For those unfamiliar, Elon Musk’s company SpaceX runs Starlink, a collection of internet-beaming satellites in low Earth orbit. And while it delivers high-speed internet to areas that typically wouldn’t have it, there are a lot of satellites floating around the sky.
We’ve seen several examples of what happens to a telescope view when a satellite goes through it. You can find astronomers complaining all over Twitter about the situation and those “satellite trains” crossing the horizon. Thankfully, this latest news from the NSF confirms the two are working on a solution.
"For astronomers, Elon Musk’s SpaceX Starlink is comparible to someone sneaking into your livingroom with a jar of fireflies and releasing them during the finale of Game of Thrones." – Dunlap Professor and Tap host Dr. Mike Reid gives us his space news roundup. pic.twitter.com/9sXxI9rfPT
— Dunlap Institute (@DunlapInstitute) November 23, 2019
Several reports suggest that the FCC allowed SpaceX to launch roughly 7,500 Starlink satellites into orbit. However, the company aims to release at least 30,000, if not more, and the FCC told SpaceX to coordinate with the NSF before it grants permission for the next license.
Well, that’s precisely what just happened. In agreement with the US National Science Foundation, SpaceX promised to continue working on ways to make Starlink satellites invisible to the naked eye, make them no brighter than the 7th magnitude, and reduce their effect on astronomy instruments.
Additionally, SpaceX compromised on a stance to require observatories to turn off lasers when Starlink passes by and will no longer need those optic systems to be disabled.

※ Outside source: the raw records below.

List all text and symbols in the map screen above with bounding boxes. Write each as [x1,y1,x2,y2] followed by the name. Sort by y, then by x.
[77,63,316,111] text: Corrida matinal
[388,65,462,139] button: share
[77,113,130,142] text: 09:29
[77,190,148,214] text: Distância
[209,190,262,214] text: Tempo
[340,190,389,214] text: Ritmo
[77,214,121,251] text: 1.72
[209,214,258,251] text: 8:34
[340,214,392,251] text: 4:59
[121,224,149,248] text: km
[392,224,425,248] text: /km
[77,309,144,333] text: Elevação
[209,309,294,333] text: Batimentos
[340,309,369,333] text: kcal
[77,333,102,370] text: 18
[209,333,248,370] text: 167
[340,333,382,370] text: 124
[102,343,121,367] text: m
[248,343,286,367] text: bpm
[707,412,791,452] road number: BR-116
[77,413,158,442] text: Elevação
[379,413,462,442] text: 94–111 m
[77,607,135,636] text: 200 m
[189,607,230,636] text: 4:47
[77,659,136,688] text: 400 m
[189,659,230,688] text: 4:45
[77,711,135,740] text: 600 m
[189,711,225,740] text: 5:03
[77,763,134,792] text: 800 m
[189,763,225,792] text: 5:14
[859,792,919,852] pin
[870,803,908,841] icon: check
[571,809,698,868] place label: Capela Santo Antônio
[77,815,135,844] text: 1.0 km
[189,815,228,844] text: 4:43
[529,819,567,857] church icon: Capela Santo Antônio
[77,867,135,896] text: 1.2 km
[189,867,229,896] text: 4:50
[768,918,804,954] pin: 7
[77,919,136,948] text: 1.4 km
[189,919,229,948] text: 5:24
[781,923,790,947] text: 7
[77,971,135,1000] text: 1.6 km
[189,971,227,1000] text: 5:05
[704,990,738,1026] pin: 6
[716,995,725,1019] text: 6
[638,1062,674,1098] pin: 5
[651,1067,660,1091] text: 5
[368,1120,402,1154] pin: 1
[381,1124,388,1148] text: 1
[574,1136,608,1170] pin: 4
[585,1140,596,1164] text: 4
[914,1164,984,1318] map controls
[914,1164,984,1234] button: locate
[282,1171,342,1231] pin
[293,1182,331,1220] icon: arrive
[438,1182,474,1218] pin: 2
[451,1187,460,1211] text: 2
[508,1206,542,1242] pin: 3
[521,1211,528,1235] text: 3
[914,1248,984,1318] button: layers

It’s worth noting that SpaceX said it’ll work to eliminate the impact of Starlink “to the extent practicable,” so we’ll have to wait and see.
And finally, in a joint statement, the two said, “the NSF and SpaceX continue to explore methods to further protect ground-based astronomy.” So, it looks like Starlink will continue launching satellites into the sky, expanding internet access to more regions while trying to keep the night sky beautiful and clear.
This is good news for astronomers, and if you want to see some stars, get a good telescope and enjoy the view.